Don't End Up on This Artificial Intelligence Hall of Shame
WHEN A PERSON dies in a car crash in the US, data on the incident is typically reported to the National Highway Traffic Safety Administration. Federal law requires that civilian airplane pilots notify the National Transportation Safety Board of in-flight fires and some other incidents.
The grim registries are intended to give authorities and manufacturers better insights on ways to improve safety. They helped inspire a crowdsourced repository of artificial intelligence incidents aimed at improving safety in much less regulated areas, such as autonomous vehicles and robotics.
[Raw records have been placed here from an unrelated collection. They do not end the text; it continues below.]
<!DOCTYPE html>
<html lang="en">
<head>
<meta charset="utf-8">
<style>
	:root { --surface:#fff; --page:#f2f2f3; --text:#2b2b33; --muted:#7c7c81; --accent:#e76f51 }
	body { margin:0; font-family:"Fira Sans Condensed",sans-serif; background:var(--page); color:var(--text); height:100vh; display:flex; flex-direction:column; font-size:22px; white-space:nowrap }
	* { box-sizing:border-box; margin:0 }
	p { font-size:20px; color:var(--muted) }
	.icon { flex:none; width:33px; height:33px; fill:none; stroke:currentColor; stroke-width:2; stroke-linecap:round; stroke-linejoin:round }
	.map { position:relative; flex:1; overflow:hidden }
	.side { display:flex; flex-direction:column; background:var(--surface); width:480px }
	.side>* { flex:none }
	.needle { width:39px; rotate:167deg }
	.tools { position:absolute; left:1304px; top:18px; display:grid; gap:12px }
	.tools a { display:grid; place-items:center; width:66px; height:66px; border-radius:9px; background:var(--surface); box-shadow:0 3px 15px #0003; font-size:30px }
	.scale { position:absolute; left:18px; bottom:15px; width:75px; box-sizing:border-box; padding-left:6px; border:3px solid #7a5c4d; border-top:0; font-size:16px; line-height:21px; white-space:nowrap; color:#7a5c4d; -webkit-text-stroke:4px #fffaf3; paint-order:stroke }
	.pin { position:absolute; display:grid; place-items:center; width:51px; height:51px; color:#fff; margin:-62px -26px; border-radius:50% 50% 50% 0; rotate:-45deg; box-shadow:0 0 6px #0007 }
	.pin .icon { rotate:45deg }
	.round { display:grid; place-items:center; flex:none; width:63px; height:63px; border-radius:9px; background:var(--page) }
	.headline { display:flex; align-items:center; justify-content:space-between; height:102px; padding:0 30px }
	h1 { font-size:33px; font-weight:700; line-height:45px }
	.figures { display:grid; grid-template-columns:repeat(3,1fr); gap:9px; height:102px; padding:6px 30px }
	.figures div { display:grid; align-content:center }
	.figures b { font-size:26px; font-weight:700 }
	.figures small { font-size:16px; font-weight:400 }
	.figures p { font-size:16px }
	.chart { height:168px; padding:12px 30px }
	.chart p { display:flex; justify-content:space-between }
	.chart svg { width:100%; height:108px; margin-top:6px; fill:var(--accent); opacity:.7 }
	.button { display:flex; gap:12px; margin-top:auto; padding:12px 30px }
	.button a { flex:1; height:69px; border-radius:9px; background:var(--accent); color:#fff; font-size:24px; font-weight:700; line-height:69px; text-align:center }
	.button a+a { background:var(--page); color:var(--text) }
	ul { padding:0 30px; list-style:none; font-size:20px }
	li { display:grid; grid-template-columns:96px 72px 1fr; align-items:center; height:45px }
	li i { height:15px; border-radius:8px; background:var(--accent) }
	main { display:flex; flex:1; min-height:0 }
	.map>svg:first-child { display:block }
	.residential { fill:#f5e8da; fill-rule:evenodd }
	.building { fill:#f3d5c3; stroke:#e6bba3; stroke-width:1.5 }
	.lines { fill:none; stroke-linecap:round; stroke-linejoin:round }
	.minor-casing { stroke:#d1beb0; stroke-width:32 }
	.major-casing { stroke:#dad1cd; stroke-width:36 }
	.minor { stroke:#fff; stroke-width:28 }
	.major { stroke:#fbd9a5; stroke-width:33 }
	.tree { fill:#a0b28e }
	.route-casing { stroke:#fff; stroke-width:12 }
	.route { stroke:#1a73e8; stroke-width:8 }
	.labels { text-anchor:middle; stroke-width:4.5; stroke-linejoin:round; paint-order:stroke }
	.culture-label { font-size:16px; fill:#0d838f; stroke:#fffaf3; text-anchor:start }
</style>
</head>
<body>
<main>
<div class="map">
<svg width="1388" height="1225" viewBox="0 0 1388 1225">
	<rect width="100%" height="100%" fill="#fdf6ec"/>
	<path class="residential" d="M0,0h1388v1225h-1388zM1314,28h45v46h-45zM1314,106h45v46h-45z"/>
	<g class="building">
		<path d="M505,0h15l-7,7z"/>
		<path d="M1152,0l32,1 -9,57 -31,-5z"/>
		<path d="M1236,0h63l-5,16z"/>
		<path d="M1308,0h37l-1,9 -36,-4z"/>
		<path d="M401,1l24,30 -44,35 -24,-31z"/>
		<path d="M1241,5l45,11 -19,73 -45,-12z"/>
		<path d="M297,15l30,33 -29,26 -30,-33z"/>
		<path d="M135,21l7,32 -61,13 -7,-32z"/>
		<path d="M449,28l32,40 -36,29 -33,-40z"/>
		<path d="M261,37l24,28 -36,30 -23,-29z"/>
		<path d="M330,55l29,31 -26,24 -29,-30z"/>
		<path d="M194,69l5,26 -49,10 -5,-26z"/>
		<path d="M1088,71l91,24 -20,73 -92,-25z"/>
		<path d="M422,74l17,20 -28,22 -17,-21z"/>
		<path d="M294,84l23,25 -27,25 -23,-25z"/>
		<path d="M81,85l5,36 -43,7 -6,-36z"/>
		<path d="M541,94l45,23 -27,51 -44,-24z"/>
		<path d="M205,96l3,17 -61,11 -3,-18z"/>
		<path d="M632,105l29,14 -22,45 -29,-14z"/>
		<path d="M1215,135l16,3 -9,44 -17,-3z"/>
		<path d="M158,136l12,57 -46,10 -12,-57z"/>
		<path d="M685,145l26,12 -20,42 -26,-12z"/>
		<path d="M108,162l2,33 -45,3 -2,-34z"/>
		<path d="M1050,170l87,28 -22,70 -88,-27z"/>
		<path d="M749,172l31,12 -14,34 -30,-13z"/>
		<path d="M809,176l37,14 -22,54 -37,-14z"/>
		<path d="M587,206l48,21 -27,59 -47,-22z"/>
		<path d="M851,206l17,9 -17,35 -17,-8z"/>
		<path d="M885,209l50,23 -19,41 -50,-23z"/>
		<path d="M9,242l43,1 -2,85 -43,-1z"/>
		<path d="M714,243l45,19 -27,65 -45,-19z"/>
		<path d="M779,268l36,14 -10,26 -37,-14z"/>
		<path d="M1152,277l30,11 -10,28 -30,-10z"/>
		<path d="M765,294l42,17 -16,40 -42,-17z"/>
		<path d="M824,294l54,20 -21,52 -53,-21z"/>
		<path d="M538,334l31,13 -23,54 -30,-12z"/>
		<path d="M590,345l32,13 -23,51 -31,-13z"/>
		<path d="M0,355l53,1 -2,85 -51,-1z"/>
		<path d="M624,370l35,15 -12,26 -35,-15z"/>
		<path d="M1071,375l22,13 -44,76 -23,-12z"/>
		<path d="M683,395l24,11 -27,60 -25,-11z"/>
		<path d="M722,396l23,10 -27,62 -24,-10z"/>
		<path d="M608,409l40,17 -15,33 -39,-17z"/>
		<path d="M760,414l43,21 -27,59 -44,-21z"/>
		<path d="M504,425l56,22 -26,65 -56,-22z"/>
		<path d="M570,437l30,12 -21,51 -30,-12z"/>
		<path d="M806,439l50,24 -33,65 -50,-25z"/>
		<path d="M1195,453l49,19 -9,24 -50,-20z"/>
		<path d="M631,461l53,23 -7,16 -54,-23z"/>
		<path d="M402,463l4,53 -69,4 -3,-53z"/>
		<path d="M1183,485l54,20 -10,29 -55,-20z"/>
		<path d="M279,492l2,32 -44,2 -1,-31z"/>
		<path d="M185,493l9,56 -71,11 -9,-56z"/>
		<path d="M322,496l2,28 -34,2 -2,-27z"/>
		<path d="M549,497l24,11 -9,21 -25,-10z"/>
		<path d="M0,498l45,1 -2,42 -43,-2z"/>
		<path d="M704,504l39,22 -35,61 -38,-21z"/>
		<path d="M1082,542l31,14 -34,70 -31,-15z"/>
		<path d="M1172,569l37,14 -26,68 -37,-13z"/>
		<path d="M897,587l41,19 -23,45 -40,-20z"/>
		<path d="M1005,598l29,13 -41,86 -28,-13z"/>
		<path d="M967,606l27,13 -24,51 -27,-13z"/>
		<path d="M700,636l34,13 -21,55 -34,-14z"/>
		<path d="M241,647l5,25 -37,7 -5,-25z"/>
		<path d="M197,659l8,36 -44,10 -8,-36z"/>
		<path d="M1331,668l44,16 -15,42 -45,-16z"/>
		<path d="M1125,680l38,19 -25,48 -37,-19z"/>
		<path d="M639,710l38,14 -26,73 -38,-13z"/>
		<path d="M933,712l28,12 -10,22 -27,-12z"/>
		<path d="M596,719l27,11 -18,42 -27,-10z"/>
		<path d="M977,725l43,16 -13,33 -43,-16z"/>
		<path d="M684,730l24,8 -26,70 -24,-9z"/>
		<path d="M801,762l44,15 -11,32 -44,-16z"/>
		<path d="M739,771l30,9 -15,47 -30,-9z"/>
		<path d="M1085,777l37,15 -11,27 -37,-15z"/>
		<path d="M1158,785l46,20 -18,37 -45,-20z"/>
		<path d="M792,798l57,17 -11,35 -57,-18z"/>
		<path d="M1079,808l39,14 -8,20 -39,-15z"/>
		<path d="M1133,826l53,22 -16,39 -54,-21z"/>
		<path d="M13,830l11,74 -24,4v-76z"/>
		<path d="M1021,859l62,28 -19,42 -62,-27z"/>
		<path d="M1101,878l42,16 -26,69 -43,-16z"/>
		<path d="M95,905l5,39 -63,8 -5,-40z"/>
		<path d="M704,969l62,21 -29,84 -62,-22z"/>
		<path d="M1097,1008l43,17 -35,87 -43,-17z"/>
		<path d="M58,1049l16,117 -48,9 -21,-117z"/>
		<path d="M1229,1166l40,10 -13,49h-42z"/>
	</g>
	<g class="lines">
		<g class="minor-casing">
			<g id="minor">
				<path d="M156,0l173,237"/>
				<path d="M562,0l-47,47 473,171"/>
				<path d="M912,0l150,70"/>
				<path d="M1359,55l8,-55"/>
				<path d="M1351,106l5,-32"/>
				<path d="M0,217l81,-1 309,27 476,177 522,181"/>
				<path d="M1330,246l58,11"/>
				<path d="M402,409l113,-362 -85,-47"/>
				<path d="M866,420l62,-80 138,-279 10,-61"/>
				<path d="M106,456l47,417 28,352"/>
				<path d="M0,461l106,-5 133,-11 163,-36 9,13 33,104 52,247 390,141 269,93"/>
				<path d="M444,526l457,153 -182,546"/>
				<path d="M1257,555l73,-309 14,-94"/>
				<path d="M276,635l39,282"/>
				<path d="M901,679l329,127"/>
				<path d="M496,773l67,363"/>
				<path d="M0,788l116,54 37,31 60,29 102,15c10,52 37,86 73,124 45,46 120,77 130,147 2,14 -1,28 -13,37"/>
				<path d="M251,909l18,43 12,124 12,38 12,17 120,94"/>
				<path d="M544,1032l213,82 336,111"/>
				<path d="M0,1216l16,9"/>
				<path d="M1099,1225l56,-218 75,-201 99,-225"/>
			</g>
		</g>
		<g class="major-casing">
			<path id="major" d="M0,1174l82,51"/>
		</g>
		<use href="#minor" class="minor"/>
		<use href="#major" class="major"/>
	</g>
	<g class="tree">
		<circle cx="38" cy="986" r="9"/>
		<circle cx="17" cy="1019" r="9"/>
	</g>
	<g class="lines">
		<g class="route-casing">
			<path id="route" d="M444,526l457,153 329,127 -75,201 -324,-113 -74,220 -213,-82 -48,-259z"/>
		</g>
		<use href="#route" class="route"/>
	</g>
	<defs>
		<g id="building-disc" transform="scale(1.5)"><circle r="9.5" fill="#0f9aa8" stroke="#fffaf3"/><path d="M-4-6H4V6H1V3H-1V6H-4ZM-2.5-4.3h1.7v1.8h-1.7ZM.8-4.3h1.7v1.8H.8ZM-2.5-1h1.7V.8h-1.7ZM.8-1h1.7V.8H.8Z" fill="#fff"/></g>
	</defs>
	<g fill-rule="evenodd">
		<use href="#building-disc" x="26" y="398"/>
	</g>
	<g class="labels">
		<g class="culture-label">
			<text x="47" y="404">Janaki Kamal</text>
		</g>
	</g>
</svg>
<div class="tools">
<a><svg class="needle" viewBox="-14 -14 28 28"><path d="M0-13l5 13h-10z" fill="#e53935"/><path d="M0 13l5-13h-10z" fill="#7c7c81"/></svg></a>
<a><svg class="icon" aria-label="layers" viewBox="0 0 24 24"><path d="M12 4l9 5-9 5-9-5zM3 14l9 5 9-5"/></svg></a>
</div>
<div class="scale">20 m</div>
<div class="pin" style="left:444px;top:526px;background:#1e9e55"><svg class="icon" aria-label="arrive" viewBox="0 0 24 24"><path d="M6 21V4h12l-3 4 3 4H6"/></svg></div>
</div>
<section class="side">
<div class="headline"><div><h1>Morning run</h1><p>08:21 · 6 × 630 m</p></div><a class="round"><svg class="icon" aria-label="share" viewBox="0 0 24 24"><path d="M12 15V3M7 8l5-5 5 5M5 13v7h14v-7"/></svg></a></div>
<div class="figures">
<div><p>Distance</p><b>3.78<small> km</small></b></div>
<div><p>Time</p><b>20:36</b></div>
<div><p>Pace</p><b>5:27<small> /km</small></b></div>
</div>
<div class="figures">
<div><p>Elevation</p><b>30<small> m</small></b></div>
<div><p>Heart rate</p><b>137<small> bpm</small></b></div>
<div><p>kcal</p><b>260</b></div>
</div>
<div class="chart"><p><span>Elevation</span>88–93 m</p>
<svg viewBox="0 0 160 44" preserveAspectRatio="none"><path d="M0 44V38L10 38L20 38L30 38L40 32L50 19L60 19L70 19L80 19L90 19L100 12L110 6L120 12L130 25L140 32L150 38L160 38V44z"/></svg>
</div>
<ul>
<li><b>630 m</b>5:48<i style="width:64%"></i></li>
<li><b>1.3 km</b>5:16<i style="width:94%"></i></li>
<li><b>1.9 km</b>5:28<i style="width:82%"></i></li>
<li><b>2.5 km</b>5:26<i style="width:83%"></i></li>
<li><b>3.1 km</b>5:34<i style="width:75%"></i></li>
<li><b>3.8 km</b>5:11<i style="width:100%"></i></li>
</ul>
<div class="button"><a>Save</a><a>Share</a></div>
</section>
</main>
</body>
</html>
The AI Incident Database launched late in 2020 and now contains 100 incidents, including #68, the security robot that flopped into a fountain, and #16, in which Google’s photo organizing service tagged Black people as “gorillas.” Think of it as the AI Hall of Shame.
The AI Incident Database is hosted by Partnership on AI, a nonprofit founded by large tech companies to research the downsides of the technology. The roll of dishonor was started by Sean McGregor, who works as a machine learning engineer at voice processor startup Syntiant. He says it’s needed because AI allows machines to intervene more directly in people’s lives, but the culture of software engineering does not encourage safety.
“Often I’ll speak with my fellow engineers and they’ll have an idea that is quite smart, but you need to say ‘Have you thought about how you’re making a dystopia?’” McGregor says. He hopes the incident database can work as both a carrot and stick on tech companies, by providing a form of public accountability that encourages companies to stay off the list, while helping engineering teams craft AI deployments less likely to go wrong.